With these words Carroway hastened home, leaving Cadman to mutter his wrath, and then to growl it, when his officer was out of ear-shot.
“Never a day, nor an hour a’most, without he insulteth of me. A woman, indeed! Well, his wife may be a man, but what call hath he to speak of mine so? John Cadman a woman, and one flesh with his wife! Pretty news that would be for my missus!”
CHAPTER XIV
SERIOUS CHARGES
“Stephen, if it was anybody else, you would listen to me in a moment,” said Mrs. Anerley to her lord, a few days after that little interview in the Bempton Lane; “for instance, if it was poor Willie, how long would you be in believing it? But because it is Mary, you say ‘pooh! pooh!’ And I may as well talk to the old cracked churn.”
“First time of all my born days,” the farmer answered, with a pleasant smile, “that ever I was resembled to a churn. But a man’s wife ought to know best about un.”

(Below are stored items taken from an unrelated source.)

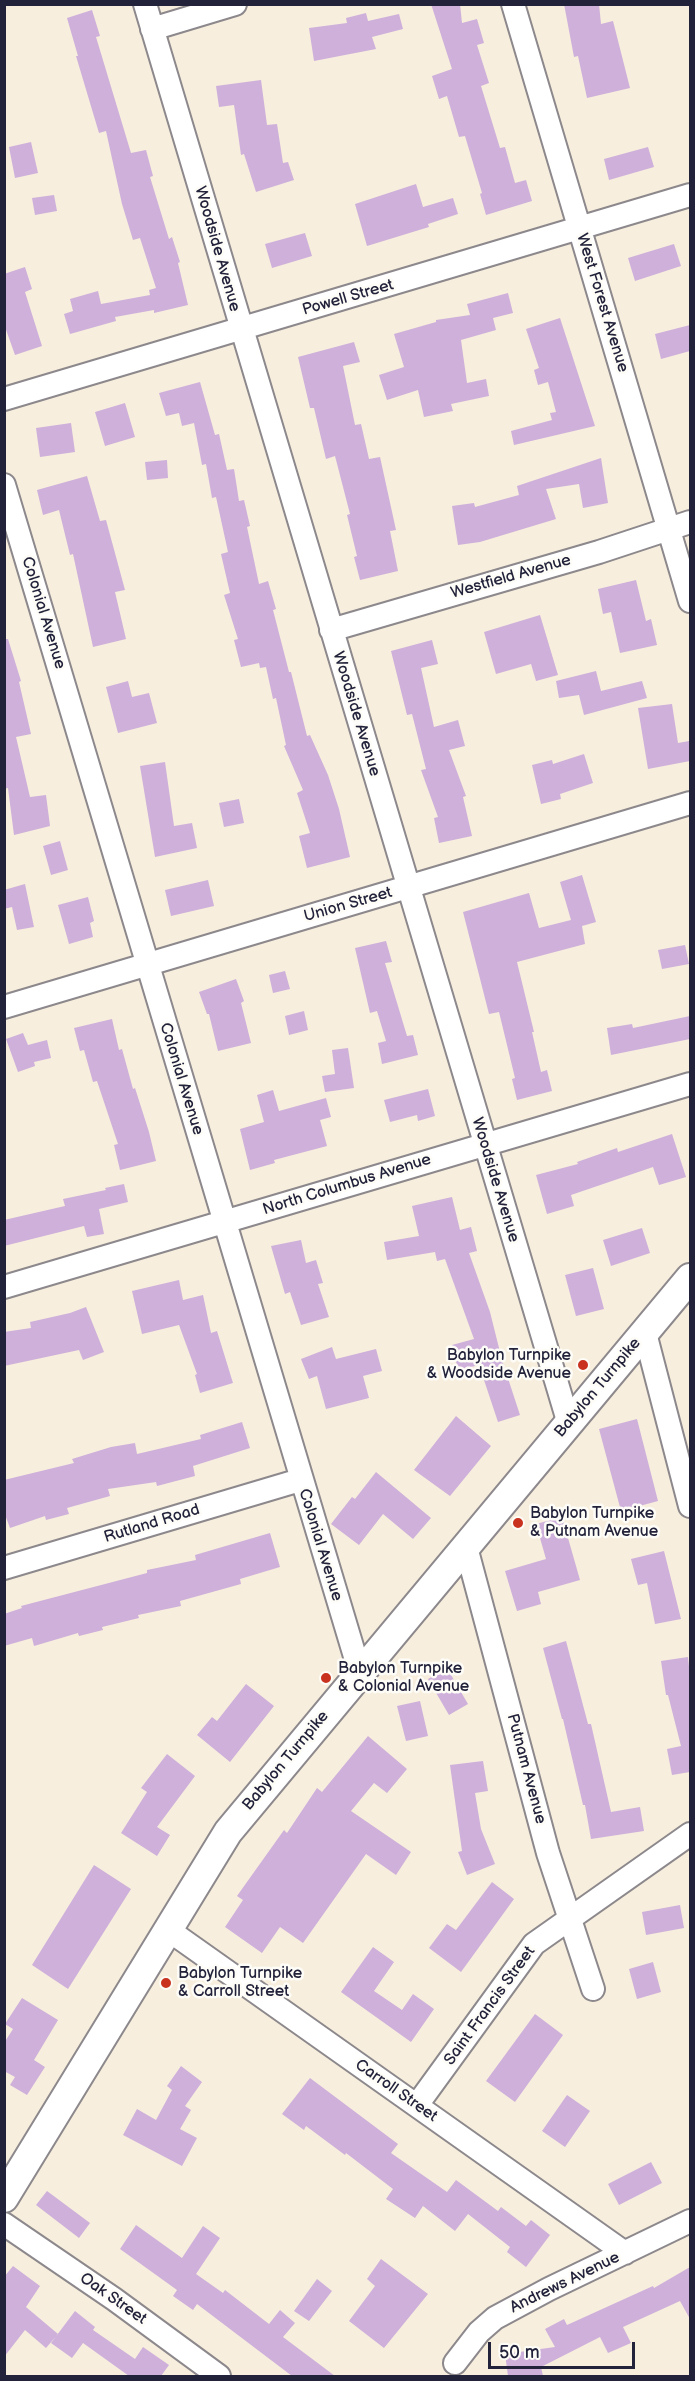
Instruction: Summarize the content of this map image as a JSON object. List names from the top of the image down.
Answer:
{
  "streets": {
    "main road": ["Babylon Turnpike"],
    "street": [
      "Woodside Avenue",
      "Powell Street",
      "West Forest Avenue",
      "Westfield Avenue",
      "Colonial Avenue",
      "Union Street",
      "North Columbus Avenue",
      "Rutland Road",
      "Putnam Avenue",
      "Saint Francis Street",
      "Carroll Street",
      "Andrews Avenue",
      "Oak Street"
    ]
  },
  "crossings": [
    ["Woodside Avenue", "Powell Street"],
    ["Woodside Avenue", "Westfield Avenue"],
    ["Woodside Avenue", "Union Street"],
    ["Woodside Avenue", "North Columbus Avenue"],
    ["Woodside Avenue", "Babylon Turnpike"],
    ["Powell Street", "West Forest Avenue"],
    ["West Forest Avenue", "Westfield Avenue"],
    ["Colonial Avenue", "Union Street"],
    ["Colonial Avenue", "North Columbus Avenue"],
    ["Colonial Avenue", "Babylon Turnpike"],
    ["Colonial Avenue", "Rutland Road"],
    ["Babylon Turnpike", "Putnam Avenue"],
    ["Babylon Turnpike", "Carroll Street"],
    ["Putnam Avenue", "Saint Francis Street"],
    ["Saint Francis Street", "Carroll Street"],
    ["Carroll Street", "Andrews Avenue"]
  ],
  "places": [
    "Babylon Turnpike & Woodside Avenue",
    "Babylon Turnpike & Putnam Avenue",
    "Babylon Turnpike & Colonial Avenue",
    "Babylon Turnpike & Carroll Street"
  ],
  "scale_bar": "50 m"
}
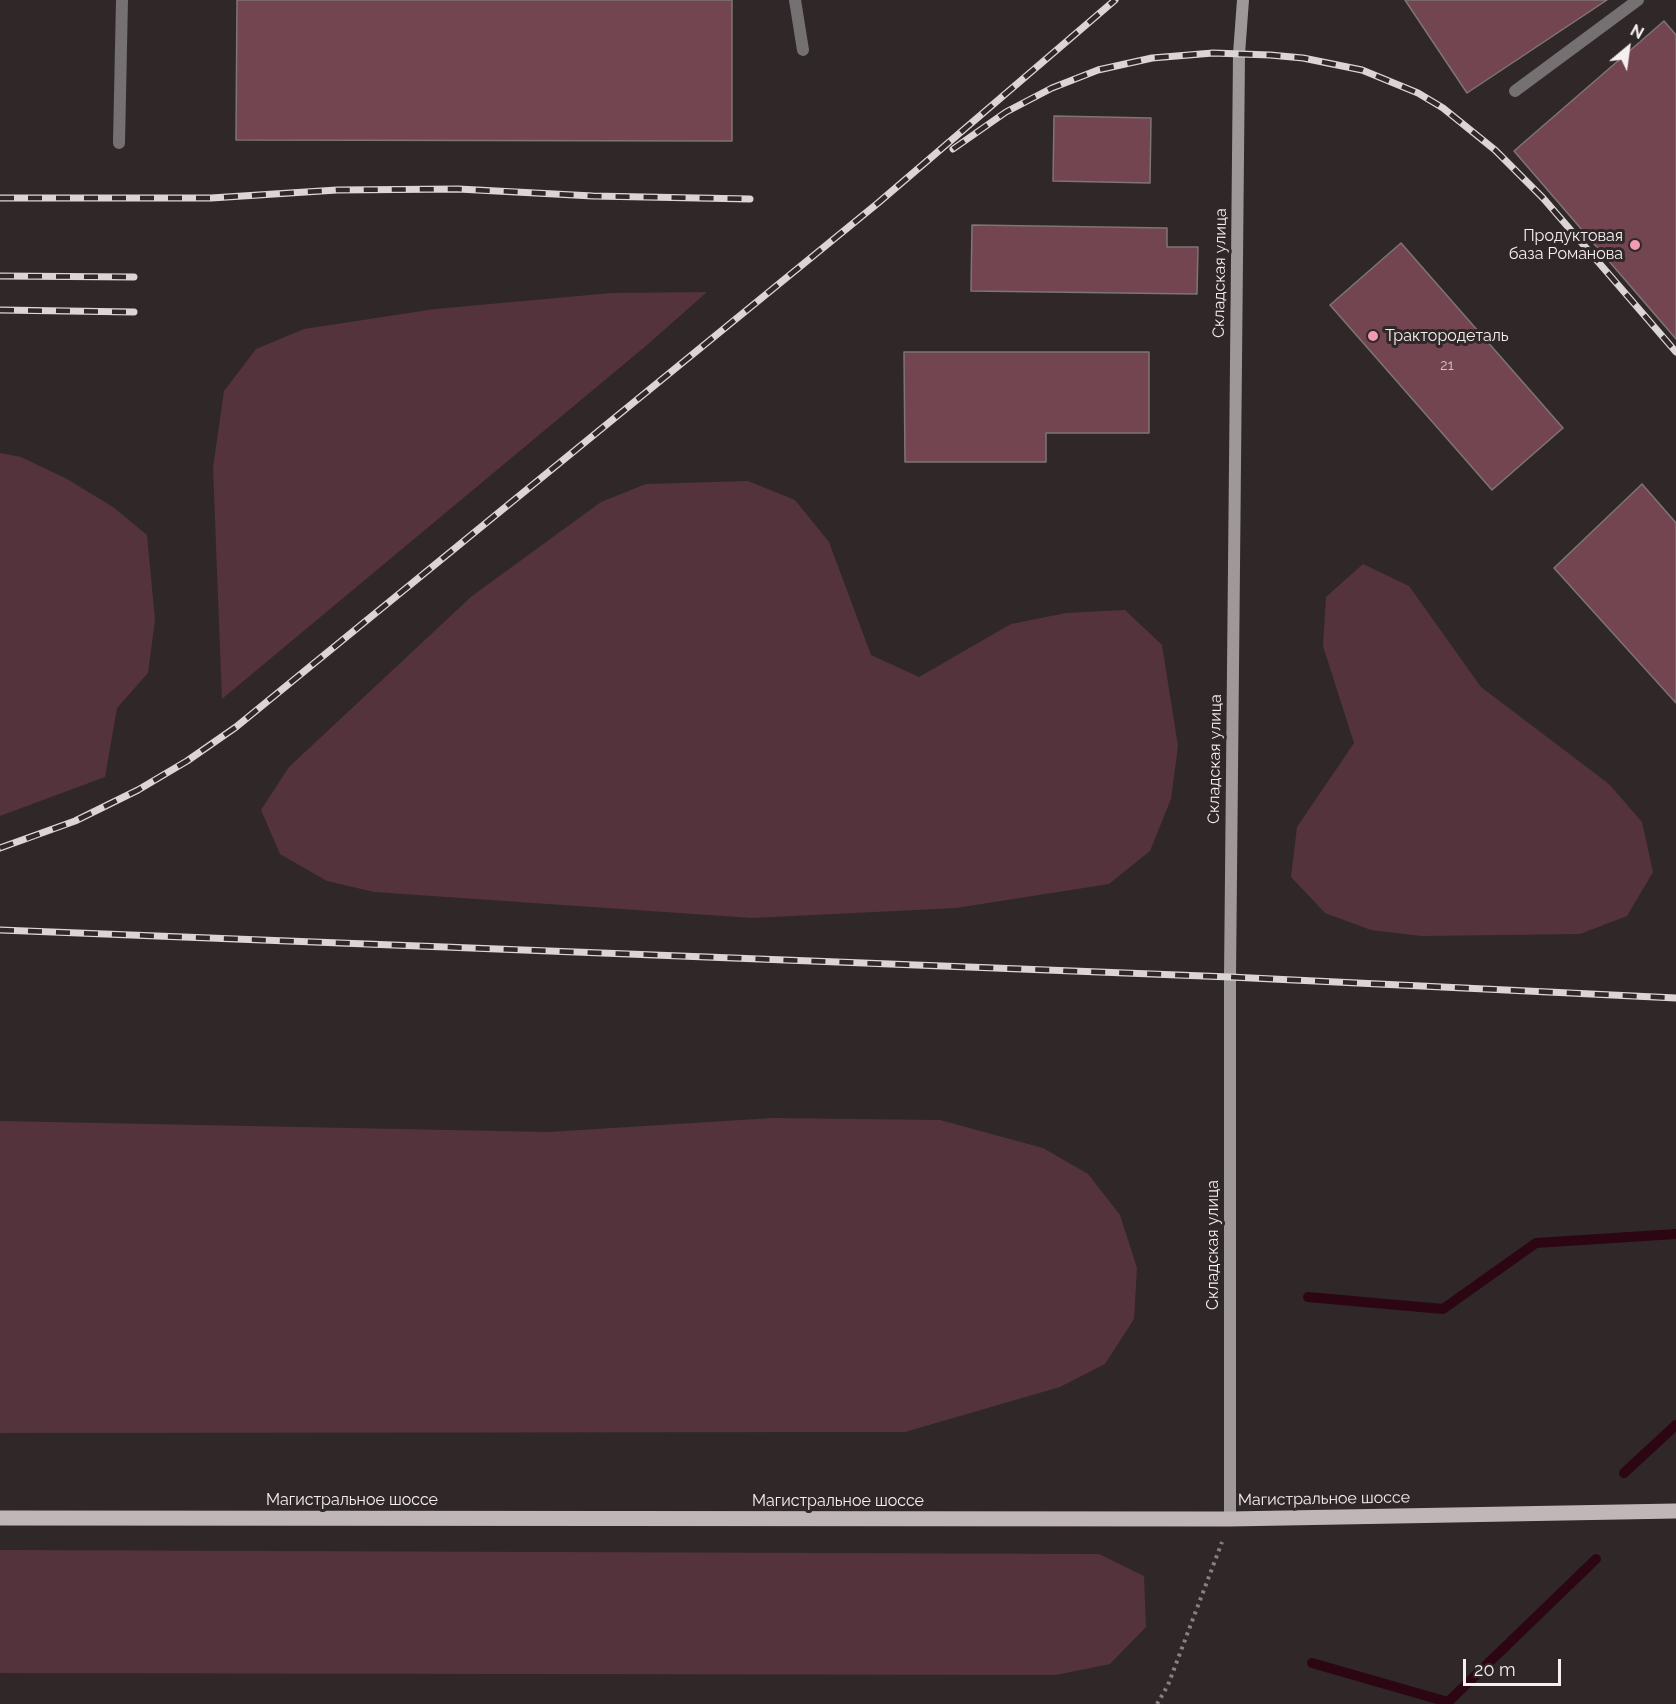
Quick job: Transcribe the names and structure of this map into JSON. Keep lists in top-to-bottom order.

“Stephen, it is not the churn—I mean you; and you never should attempt to ride off in that sort of way. I tell you Mary hath a mischief on her mind; and you never ought to bring up old churns to me. As long as I can carry almost anything in mind, I have been considered to be full of common-sense. And what should I use it upon, Captain Anerley, without it was my own daughter?”
The farmer was always conquered when she called him “Captain Anerley.” He took it to point at him as a pretender, a coxcomb fond of titles, a would-be officer who took good care to hold aloof from fighting. And he knew in his heart that he loved to be called “Captain Anerley” by every one who meant it.

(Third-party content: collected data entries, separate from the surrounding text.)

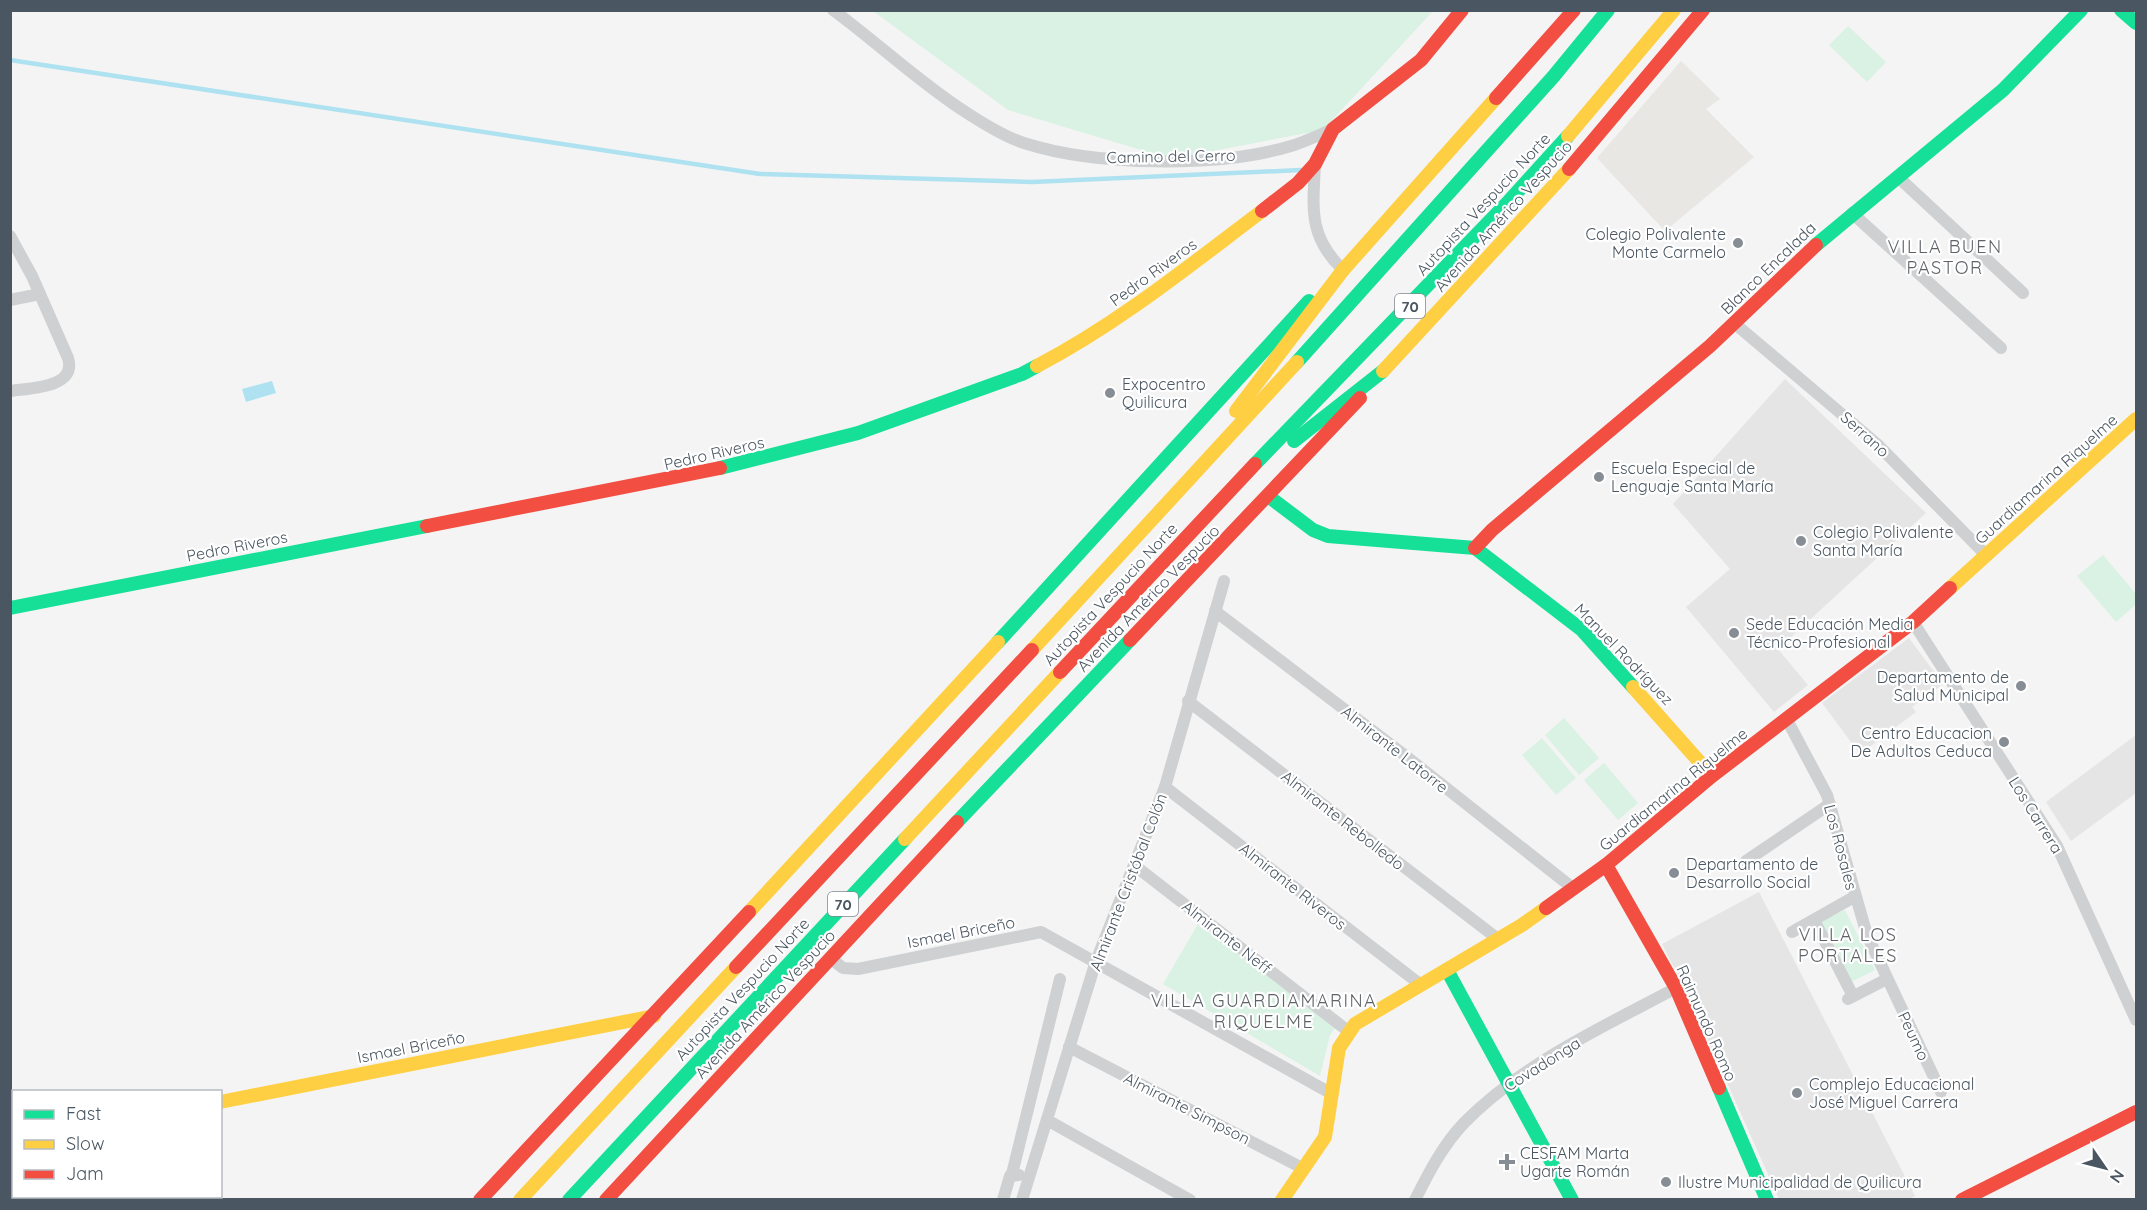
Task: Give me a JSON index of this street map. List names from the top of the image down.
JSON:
{
  "streets": {
    "main road": [
      "Autopista Vespucio Norte",
      "Avenida Américo Vespucio",
      "Blanco Encalada",
      "Pedro Riveros",
      "70",
      "Guardiamarina Riquelme",
      "Manuel Rodríguez",
      "Ismael Briceño",
      "Raimundo Romo"
    ],
    "street": [
      "Camino del Cerro",
      "Serrano",
      "Almirante Latorre",
      "Los Carrera",
      "Almirante Rebolledo",
      "Los Rosales",
      "Almirante Cristóbal Colón",
      "Almirante Riveros",
      "Almirante Neff",
      "Peumo",
      "Covadonga",
      "Almirante Simpson"
    ]
  },
  "crossings": [
    ["Camino del Cerro", "Pedro Riveros"],
    ["Avenida Américo Vespucio", "Ismael Briceño"],
    ["Blanco Encalada", "Serrano"],
    ["Blanco Encalada", "Manuel Rodríguez"],
    ["Serrano", "Guardiamarina Riquelme"],
    ["Guardiamarina Riquelme", "Manuel Rodríguez"],
    ["Guardiamarina Riquelme", "Almirante Latorre"],
    ["Guardiamarina Riquelme", "Los Carrera"],
    ["Guardiamarina Riquelme", "Almirante Rebolledo"],
    ["Guardiamarina Riquelme", "Los Rosales"],
    ["Guardiamarina Riquelme", "Almirante Riveros"],
    ["Guardiamarina Riquelme", "Almirante Neff"],
    ["Guardiamarina Riquelme", "Raimundo Romo"],
    ["Almirante Latorre", "Almirante Cristóbal Colón"],
    ["Almirante Rebolledo", "Almirante Cristóbal Colón"],
    ["Los Rosales", "Peumo"],
    ["Almirante Cristóbal Colón", "Almirante Riveros"],
    ["Almirante Cristóbal Colón", "Ismael Briceño"],
    ["Almirante Cristóbal Colón", "Almirante Neff"],
    ["Almirante Cristóbal Colón", "Almirante Simpson"],
    ["Raimundo Romo", "Covadonga"]
  ],
  "districts": ["VILLA BUEN PASTOR", "VILLA LOS PORTALES", "VILLA GUARDIAMARINA RIQUELME"],
  "places": {
    "other": [
      "Colegio Polivalente Monte Carmelo",
      "Expocentro Quilicura",
      "Escuela Especial de Lenguaje Santa María",
      "Colegio Polivalente Santa María",
      "Sede Educación Media Técnico-Profesional",
      "Departamento de Salud Municipal",
      "Centro Educacion De Adultos Ceduca",
      "Departamento de Desarrollo Social",
      "Complejo Educacional José Miguel Carrera",
      "Ilustre Municipalidad de Quilicura"
    ],
    "health": ["CESFAM Marta Ugarte Román"]
  },
  "legend": ["Fast", "Slow", "Jam"],
  "north": "bottom right"
}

“My dear,” he said, in a tone of submission, and with a look that grieved her, “the knowledge of such things is with you. I can not enter into young maids’ minds, any more than command a company.”

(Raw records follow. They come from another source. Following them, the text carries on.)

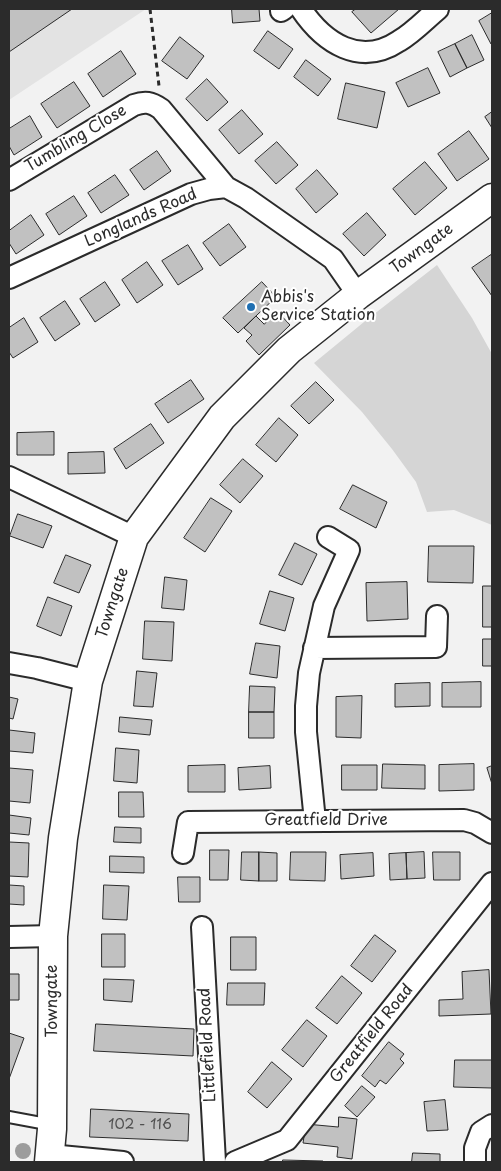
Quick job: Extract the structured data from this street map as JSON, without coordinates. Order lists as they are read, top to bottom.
{
  "streets": {
    "street": [
      "Tumbling Close",
      "Longlands Road",
      "Towngate",
      "Greatfield Drive",
      "Greatfield Road",
      "Littlefield Road"
    ]
  },
  "places": ["Abbis's Service Station"],
  "house_numbers": ["102 - 116"]
}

“Stephen, you could do both, if you chose, better than ten of eleven who do it. For, Stephen, you have a very tender mind, and are not at all like a churn, my dear. That was my manner of speech, you ought to know, because from my youngest days I had a crowd of imagination. You remember that, Stephen, don’t you?”
“I remember, Sophy, that in the old time you never resembled me to a churn, let alone a cracked one. You used to christen me a pillar, and a tree, and a rock, and a polished corner; but there, what’s the odds, when a man has done his duty? The names of him makes no difference.”
“‘Twist you and me, my dear,” she said, “nothing can make any difference. We know one another too well for that. You are all that I ever used to call you, before I knew better about you, and when I used to dwell upon your hair and your smile. You know what I used to say of them, now, Stephen?”
“Most complimentary—highly complimentary! Another young woman brought me word of it, and it made me stick firm when my mind was doubtful.”